Nonostante questi ostacoli organizzativi il coinvolgimento degli agenti è stato notevole. Essi hanno ripetutamente dichiarato di averiniziato a comprendere l’importanza delle emozione nella viota lavorativa, nella vita sociale e personale. Al termine di un gruppo alcuni agenti si sono espressi in questo modo.
- Al gruppo, che prima di iniziare questo corso non conoscevo la paura. Ho sempre cercato di nasconderla. Pensavo fosse debolezza. Adesso che la conosco non mi fa più paura. Questa cosa me l’ha data il gruppo. Alle conduttrici, non vi ho detto che all’inizio venivo qui per evitare il lavoro in sezione.
- A me non ho detto che non ci credevo, non credevo al percorso che sono riuscito a fare nel gruppo. Al gruppo non ho detto che mi ha aiutato a sbloccarmi. Alle conduttrici, che all’inizio ero venuto solo per staccare dalla sezione…e poi, in seguito, venire qua è stato un bisogno!

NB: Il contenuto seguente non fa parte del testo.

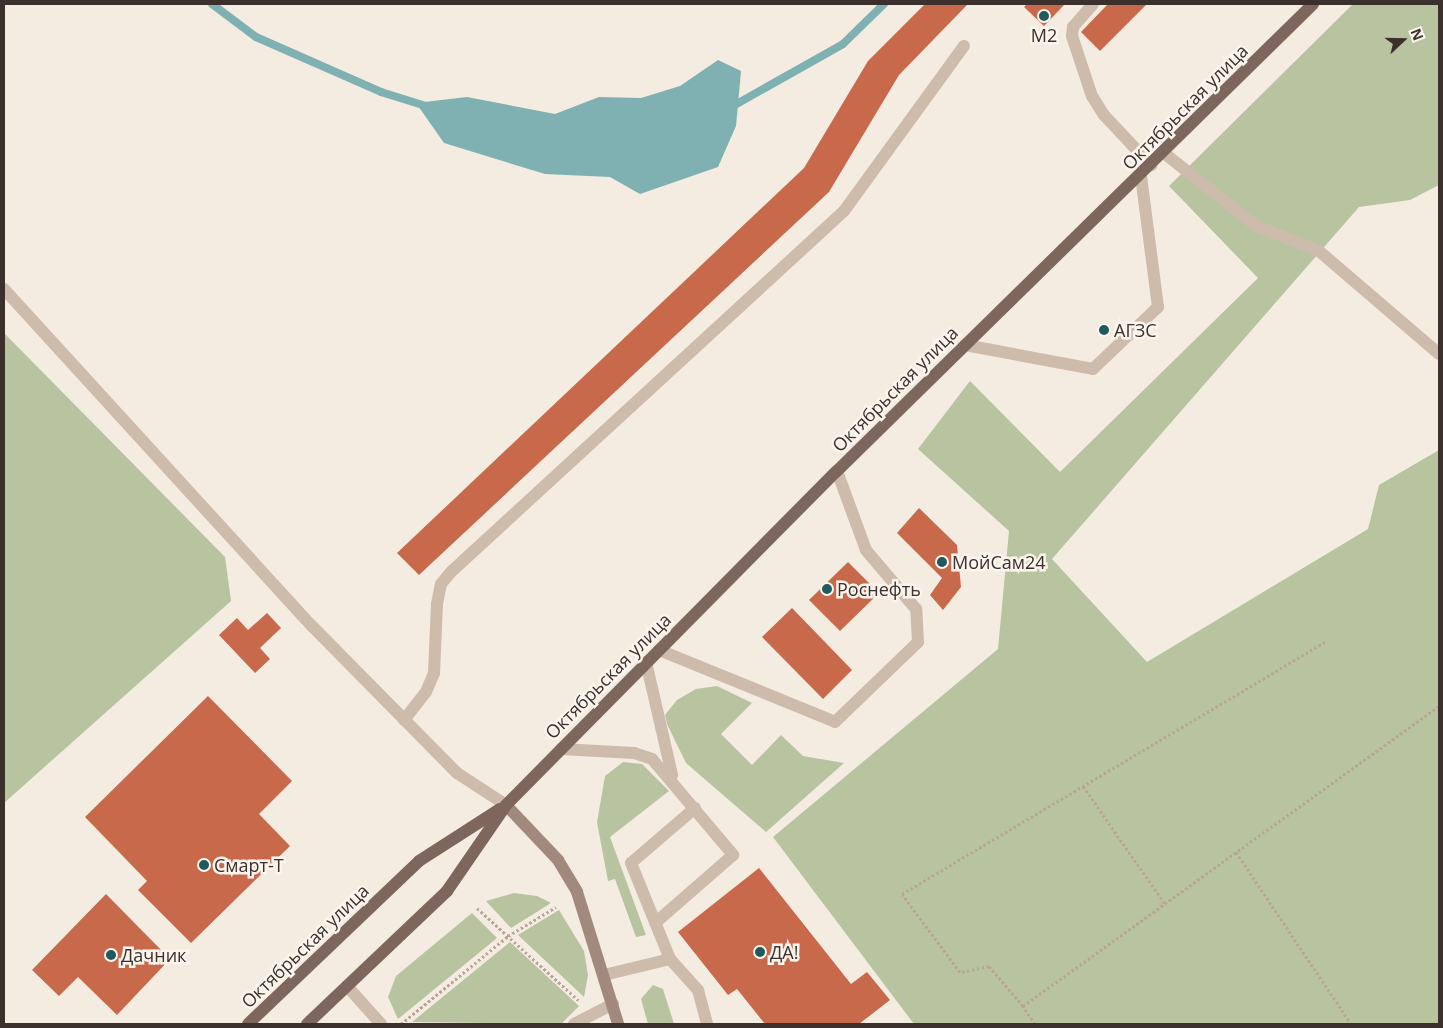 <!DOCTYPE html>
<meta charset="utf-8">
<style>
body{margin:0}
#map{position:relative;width:1443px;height:1028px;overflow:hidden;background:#f4ebe1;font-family:"Open Sans",sans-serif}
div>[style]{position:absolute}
.green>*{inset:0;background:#b8c4a0}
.water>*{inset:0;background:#7fb0b2}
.stream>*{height:8px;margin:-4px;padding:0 4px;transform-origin:4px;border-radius:4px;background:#7fb0b2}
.building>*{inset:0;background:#c8694b}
.path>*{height:3px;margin-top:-1.5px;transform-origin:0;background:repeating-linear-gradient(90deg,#b9a596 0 2.5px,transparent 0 5px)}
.service>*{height:12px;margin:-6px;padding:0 6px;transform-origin:6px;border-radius:6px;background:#cdbbac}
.secondary>*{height:12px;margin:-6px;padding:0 6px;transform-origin:6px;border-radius:6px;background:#a18a7d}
.primary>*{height:12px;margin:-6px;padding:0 6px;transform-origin:6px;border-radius:6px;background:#7d675c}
.dots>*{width:14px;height:14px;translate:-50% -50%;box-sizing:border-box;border:2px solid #fbf5ee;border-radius:50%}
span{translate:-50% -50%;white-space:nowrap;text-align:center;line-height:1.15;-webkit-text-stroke:5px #fbf5ee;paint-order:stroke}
.poi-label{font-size:18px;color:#3b302b}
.left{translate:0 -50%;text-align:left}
.street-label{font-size:18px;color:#3b302b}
.frame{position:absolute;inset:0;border:5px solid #3b302b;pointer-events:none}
.north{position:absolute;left:1378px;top:15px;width:50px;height:50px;-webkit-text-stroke:4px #fbf5ee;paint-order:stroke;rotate:69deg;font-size:14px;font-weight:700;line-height:20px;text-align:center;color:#3b302b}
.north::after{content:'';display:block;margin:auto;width:18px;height:22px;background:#3b302b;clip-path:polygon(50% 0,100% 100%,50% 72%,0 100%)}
</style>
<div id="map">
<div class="green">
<div style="clip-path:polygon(1353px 4px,1439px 4px,1439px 185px,1410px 200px,1359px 207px,1052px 559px,1147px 662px,1368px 529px,1379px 485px,1439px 450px,1439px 1024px,914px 1024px,773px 837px,998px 649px,1009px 531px,918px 449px,970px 381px,1060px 472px,1258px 278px,1169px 186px)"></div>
<div style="clip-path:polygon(4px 333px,225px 557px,231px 601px,4px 803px)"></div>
<div style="clip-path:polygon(717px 686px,752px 703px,721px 734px,752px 765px,781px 735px,803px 756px,844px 763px,766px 832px,686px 763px,667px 724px,665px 715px,677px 700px,696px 689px)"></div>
<div style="clip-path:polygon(623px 762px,642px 764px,669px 791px,610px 837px,646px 935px,636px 937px,615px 879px,608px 881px,597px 822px,605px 776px)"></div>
<div style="clip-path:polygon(514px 893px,537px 896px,551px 903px,511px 928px,486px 901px)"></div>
<div style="clip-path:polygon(559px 910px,584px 951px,588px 975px,584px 997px,518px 935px)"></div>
<div style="clip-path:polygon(472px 913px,497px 938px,398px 1019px,388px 997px,396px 976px)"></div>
<div style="clip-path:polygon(510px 942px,579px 1006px,561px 1024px,412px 1022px)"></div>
<div style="clip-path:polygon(653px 985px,663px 989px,674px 1024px,648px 1024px,641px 999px)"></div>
</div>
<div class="water">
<div style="clip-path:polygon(718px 60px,741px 71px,736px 126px,718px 167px,640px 194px,610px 177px,545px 174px,444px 143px,416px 103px,467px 97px,555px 114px,599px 97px,641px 98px,680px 86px)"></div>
</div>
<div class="stream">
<div style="left:212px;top:4px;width:55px;rotate:36.9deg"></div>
<div style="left:256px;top:37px;width:137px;rotate:23.7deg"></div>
<div style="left:381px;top:92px;width:47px;rotate:17.3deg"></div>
<div style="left:733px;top:106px;width:126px;rotate:-29.4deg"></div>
<div style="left:843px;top:44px;width:57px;rotate:-44.3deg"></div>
</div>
<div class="building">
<div style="clip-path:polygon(925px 4px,968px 4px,899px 75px,829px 192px,419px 575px,397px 553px,804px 168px,868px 61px)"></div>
<div style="clip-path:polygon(1027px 4px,1065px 4px,1044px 26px,1024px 7px)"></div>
<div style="clip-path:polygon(1108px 4px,1147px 4px,1100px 51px,1081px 32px)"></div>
<div style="clip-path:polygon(919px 508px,957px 545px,961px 587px,943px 610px,930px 595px,942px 578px,897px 533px)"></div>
<div style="clip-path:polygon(848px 562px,879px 593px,840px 631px,809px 600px)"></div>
<div style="clip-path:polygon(792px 608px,852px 670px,823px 699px,762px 637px)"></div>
<div style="clip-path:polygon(267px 613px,281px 628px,260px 648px,270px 659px,255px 673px,219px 635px,237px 618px,248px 630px)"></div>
<div style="clip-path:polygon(208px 696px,292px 781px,259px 814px,290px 846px,191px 943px,138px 890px,147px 881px,85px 817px)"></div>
<div style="clip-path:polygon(759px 868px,851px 984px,867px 972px,890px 1000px,859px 1024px,765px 1024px,737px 989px,728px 995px,678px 932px)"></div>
<div style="clip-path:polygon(106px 894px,170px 959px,117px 1015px,78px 977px,59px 996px,32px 970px)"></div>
</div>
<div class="path">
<div style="left:1083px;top:786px;width:144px;rotate:55.2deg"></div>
<div style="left:1236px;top:852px;width:207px;rotate:56.2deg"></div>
<div style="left:477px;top:908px;width:137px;rotate:42.3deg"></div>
<div style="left:1023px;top:1006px;width:52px;rotate:-130.4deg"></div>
<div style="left:989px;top:966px;width:30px;rotate:168deg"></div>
<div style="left:960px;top:972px;width:97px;rotate:-126.6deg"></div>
<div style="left:902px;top:894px;width:495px;rotate:-30.8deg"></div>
<div style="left:401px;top:1024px;width:139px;rotate:-39.4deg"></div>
<div style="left:508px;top:936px;width:56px;rotate:-31.1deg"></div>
<div style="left:1035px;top:1024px;width:22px;rotate:-124deg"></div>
<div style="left:1023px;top:1006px;width:513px;rotate:-35.8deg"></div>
</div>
<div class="service">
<div style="left:1093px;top:4px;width:30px;rotate:131deg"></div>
<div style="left:1073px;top:27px;width:9px;rotate:96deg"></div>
<div style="left:1072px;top:36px;width:63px;rotate:71.6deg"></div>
<div style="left:1092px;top:96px;width:22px;rotate:58deg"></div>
<div style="left:1104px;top:115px;width:69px;rotate:46.8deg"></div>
<div style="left:1164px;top:153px;width:117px;rotate:38.4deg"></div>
<div style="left:1256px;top:226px;width:68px;rotate:21.6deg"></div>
<div style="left:1319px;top:251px;width:158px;rotate:40.6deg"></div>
<div style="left:4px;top:289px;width:457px;rotate:47.6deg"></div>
<div style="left:312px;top:626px;width:206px;rotate:45.4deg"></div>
<div style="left:457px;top:773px;width:59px;rotate:33.1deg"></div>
<div style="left:965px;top:345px;width:130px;rotate:10.6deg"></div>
<div style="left:1093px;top:369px;width:90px;rotate:-43.6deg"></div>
<div style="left:1158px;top:307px;width:132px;rotate:-97.4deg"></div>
<div style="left:659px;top:650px;width:190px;rotate:22.2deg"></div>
<div style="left:835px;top:722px;width:115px;rotate:-43.9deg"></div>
<div style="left:918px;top:642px;width:33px;rotate:-93deg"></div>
<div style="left:916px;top:609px;width:77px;rotate:-130.3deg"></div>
<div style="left:866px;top:550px;width:84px;rotate:-110.2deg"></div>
<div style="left:646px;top:662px;width:116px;rotate:77deg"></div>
<div style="left:404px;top:720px;width:36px;rotate:-52deg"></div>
<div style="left:426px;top:692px;width:21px;rotate:-67deg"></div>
<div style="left:434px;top:673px;width:69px;rotate:-87.5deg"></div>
<div style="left:437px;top:604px;width:20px;rotate:-79deg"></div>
<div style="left:441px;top:584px;width:17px;rotate:-50deg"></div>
<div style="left:452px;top:571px;width:532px;rotate:-42.56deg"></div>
<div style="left:844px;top:211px;width:204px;rotate:-54deg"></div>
<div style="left:561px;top:749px;width:73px;rotate:3.1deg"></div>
<div style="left:634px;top:753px;width:19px;rotate:18deg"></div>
<div style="left:652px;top:759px;width:126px;rotate:49.8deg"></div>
<div style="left:733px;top:855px;width:103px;rotate:138.9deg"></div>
<div style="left:695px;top:808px;width:84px;rotate:139.3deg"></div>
<div style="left:631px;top:863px;width:104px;rotate:67.9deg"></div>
<div style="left:670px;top:959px;width:42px;rotate:47.9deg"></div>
<div style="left:698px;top:990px;width:35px;rotate:75deg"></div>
<div style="left:604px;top:975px;width:68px;rotate:-13.6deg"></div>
<div style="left:347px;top:986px;width:51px;rotate:48.2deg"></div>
<div style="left:574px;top:1024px;width:44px;rotate:-27.1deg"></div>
</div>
<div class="secondary">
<div style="left:506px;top:805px;width:76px;rotate:46.6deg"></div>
<div style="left:558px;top:860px;width:37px;rotate:59deg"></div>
<div style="left:577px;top:892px;width:138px;rotate:72.7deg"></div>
</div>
<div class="primary">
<div style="left:248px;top:1024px;width:236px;rotate:-43.6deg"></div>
<div style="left:419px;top:861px;width:96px;rotate:-32.7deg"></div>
<div style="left:307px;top:1024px;width:193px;rotate:-43.5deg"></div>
<div style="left:447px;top:891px;width:104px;rotate:-55.5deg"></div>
<div style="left:506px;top:805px;width:470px;rotate:-45.3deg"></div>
<div style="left:837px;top:471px;width:667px;rotate:-44.45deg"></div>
</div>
<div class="dots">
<div style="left:1044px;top:16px;background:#1f5a5e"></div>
<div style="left:1104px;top:330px;background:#1f5a5e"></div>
<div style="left:942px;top:562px;background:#1f5a5e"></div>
<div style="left:827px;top:589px;background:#1f5a5e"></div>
<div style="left:204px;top:865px;background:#1f5a5e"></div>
<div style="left:760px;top:952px;background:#1f5a5e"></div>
<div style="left:111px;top:955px;background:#1f5a5e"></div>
</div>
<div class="poi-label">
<span style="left:1044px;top:35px">М2</span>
<span class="left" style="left:1114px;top:330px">АГЗС</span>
<span class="left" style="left:952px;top:562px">МойСам24</span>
<span class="left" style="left:837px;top:589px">Роснефть</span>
<span class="left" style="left:214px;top:865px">Смарт-Т</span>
<span class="left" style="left:770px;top:952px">ДА!</span>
<span class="left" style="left:121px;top:955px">Дачник</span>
</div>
<div class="street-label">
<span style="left:1185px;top:107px;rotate:-45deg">Октябрьская улица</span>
<span style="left:895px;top:389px;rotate:-45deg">Октябрьская улица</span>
<span style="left:608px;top:676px;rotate:-45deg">Октябрьская улица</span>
<span style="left:305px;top:946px;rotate:-44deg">Октябрьская улица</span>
</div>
<div class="frame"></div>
<div class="north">N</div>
</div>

- Al gruppo non ho detto che avevo un pregiudizio su tutti, ero difeso, non mi fidavo. Alle conduttrici non ho detto che ero scettico, non credevo a queste cose e venivo qui per passare una giornata in meno in sezione. Poi invece, “Porca miseria! Guarda cosa è successo”. Qua sono stato sempre sincero e questa cosa mi ha stupito.